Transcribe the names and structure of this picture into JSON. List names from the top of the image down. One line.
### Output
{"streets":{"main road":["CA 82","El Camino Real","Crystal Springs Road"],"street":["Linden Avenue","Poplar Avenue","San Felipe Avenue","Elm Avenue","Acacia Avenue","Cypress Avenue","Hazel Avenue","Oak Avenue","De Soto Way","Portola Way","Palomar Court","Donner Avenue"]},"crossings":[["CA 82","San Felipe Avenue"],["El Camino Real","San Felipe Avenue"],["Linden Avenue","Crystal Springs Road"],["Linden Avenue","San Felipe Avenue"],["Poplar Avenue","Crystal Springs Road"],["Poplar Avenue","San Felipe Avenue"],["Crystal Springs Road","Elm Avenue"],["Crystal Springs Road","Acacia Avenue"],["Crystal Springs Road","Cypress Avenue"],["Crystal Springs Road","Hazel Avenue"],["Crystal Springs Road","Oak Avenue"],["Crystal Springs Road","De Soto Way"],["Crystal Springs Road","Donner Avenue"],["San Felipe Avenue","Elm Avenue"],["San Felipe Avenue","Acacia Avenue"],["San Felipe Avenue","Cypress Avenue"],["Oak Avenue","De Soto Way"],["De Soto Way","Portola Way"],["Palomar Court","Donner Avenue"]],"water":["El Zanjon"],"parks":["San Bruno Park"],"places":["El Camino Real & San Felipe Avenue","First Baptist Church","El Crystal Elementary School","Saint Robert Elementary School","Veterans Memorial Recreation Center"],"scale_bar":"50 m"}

- [Action item]:
Repeat the data in its entirety, character for character.

- [Response area]:
Transcribe the names and structure of this picture into JSON. List names from the top of the image down. One line.
### Output
{"streets":{"main road":["CA 82","El Camino Real","Crystal Springs Road"],"street":["Linden Avenue","Poplar Avenue","San Felipe Avenue","Elm Avenue","Acacia Avenue","Cypress Avenue","Hazel Avenue","Oak Avenue","De Soto Way","Portola Way","Palomar Court","Donner Avenue"]},"crossings":[["CA 82","San Felipe Avenue"],["El Camino Real","San Felipe Avenue"],["Linden Avenue","Crystal Springs Road"],["Linden Avenue","San Felipe Avenue"],["Poplar Avenue","Crystal Springs Road"],["Poplar Avenue","San Felipe Avenue"],["Crystal Springs Road","Elm Avenue"],["Crystal Springs Road","Acacia Avenue"],["Crystal Springs Road","Cypress Avenue"],["Crystal Springs Road","Hazel Avenue"],["Crystal Springs Road","Oak Avenue"],["Crystal Springs Road","De Soto Way"],["Crystal Springs Road","Donner Avenue"],["San Felipe Avenue","Elm Avenue"],["San Felipe Avenue","Acacia Avenue"],["San Felipe Avenue","Cypress Avenue"],["Oak Avenue","De Soto Way"],["De Soto Way","Portola Way"],["Palomar Court","Donner Avenue"]],"water":["El Zanjon"],"parks":["San Bruno Park"],"places":["El Camino Real & San Felipe Avenue","First Baptist Church","El Crystal Elementary School","Saint Robert Elementary School","Veterans Memorial Recreation Center"],"scale_bar":"50 m"}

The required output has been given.